Niemcy: Trudna sytuacja na OIOM-ach. Zaczyna brakować łóżek
Liczba pacjentów na OIOM-ach w Niemczech stale rośnie od 12 marca. Kliniki zaczęły odwoływać zaplanowane operacje. Na oddziałach intensywnej terapii przebywa obecnie 4458 osób - wynika z danych Interdyscyplinarnego Stowarzyszenia Intensywnej Terapii i Medycyny Ratunkowej (DIVI).
Wirusolog Christian Drosten i dyrektor naukowy DIVI, Christian Karagiannidis, biją na alarm w związku z obłożeniem łóżek intensywnej terapii w Niemczech. Karagiannidis napisał na Twitterze: "(...)Miasta takie jak Bonn, Brema czy Kolonia prawie nie mają wolnych łóżek na następny zawał serca, wypadek drogowy lub na pacjenta z COVID-19 (...)". Drosten udostępnił post Karagiannidis z komentarzem: "To jest dzwonek alarmowy".

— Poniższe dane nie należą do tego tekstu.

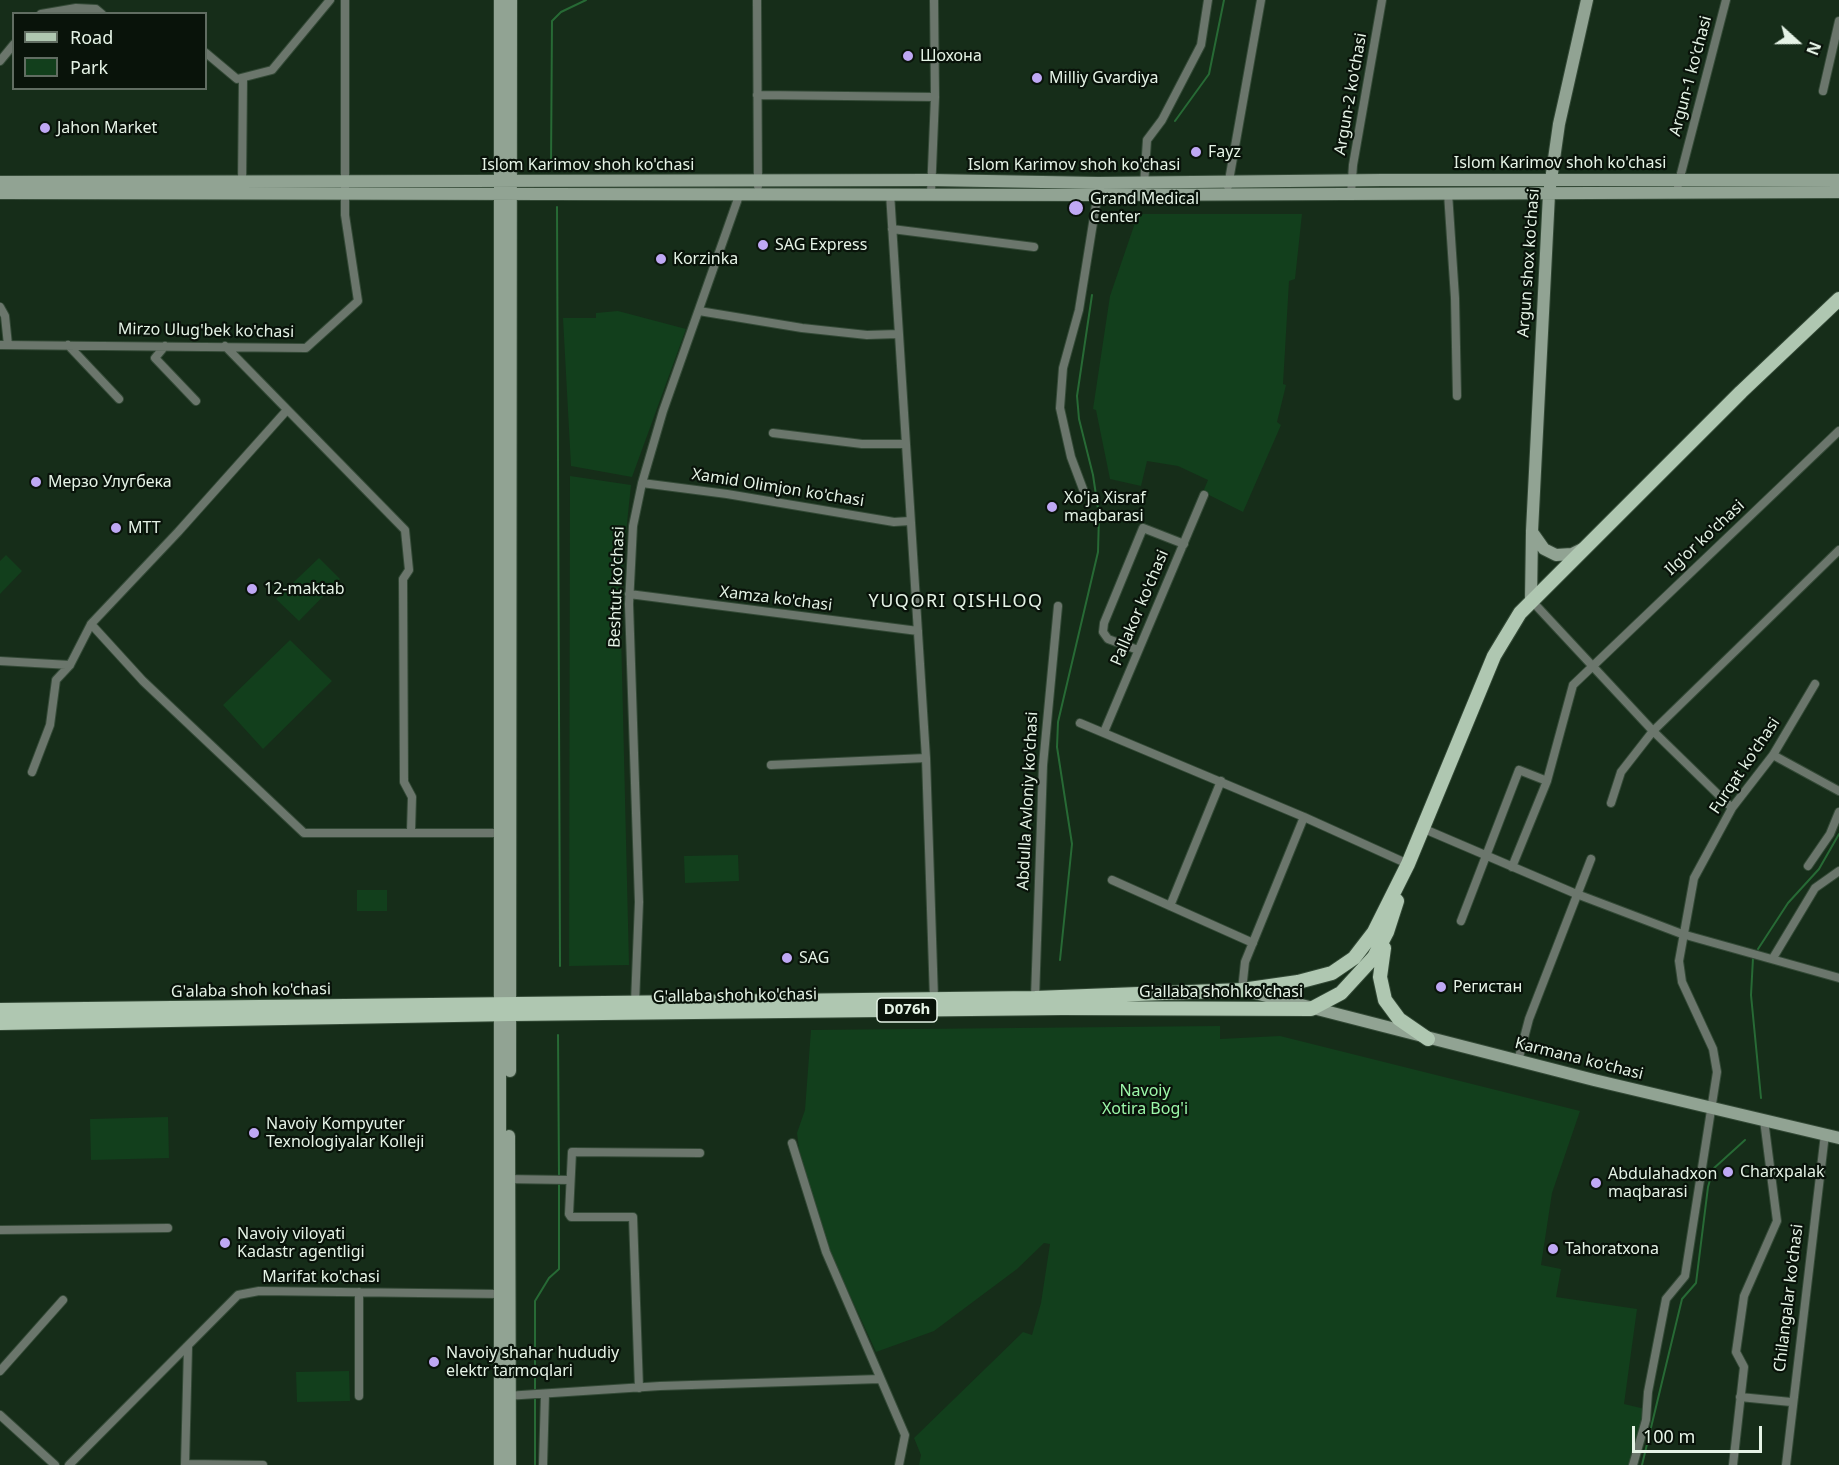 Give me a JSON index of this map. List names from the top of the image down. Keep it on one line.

W ubiegłym tygodniu Christian Karagiannidis ostrzegał, że przy ponad 5 tys. pacjentów z COVID-19 sytuacja na OIOM-ach w Niemczech stanie się naprawdę krytyczna.
Zobacz także: Koronawirus w Polsce. Dr Artur Zaczyński: Przeczuwam wzrost zachorowań w najbliższych dniach
Ograniczenia w operacjach
Ze względu na rosnącą liczbę pacjentów w trzeciej fali pandemii koronawirusa, duża klinika uniwersytecka Charite w Berlinie ponownie poważnie ograniczy operacje.
- Od przyszłego tygodnia pracownicy będą ponownie coraz częściej rozmieszczani na oddziałach covidowych, planowane operacje zostaną ograniczone - poinformował w czwartek Martin Kreis, członek zarządu kliniki. - Spodziewamy się, że nasi lekarze i pielęgniarki będą mieli kolejne duże obciążenie pracą - stwierdził.
Instytutu Roberta Kocha (RKI) poinformował w czwartek o 20 407 nowych infekcjach związanych z COVID-19 w ciągu ostatniej doby w Niemczech. Ponadto w ciągu 24 godzin odnotowano 306 nowych zgonów.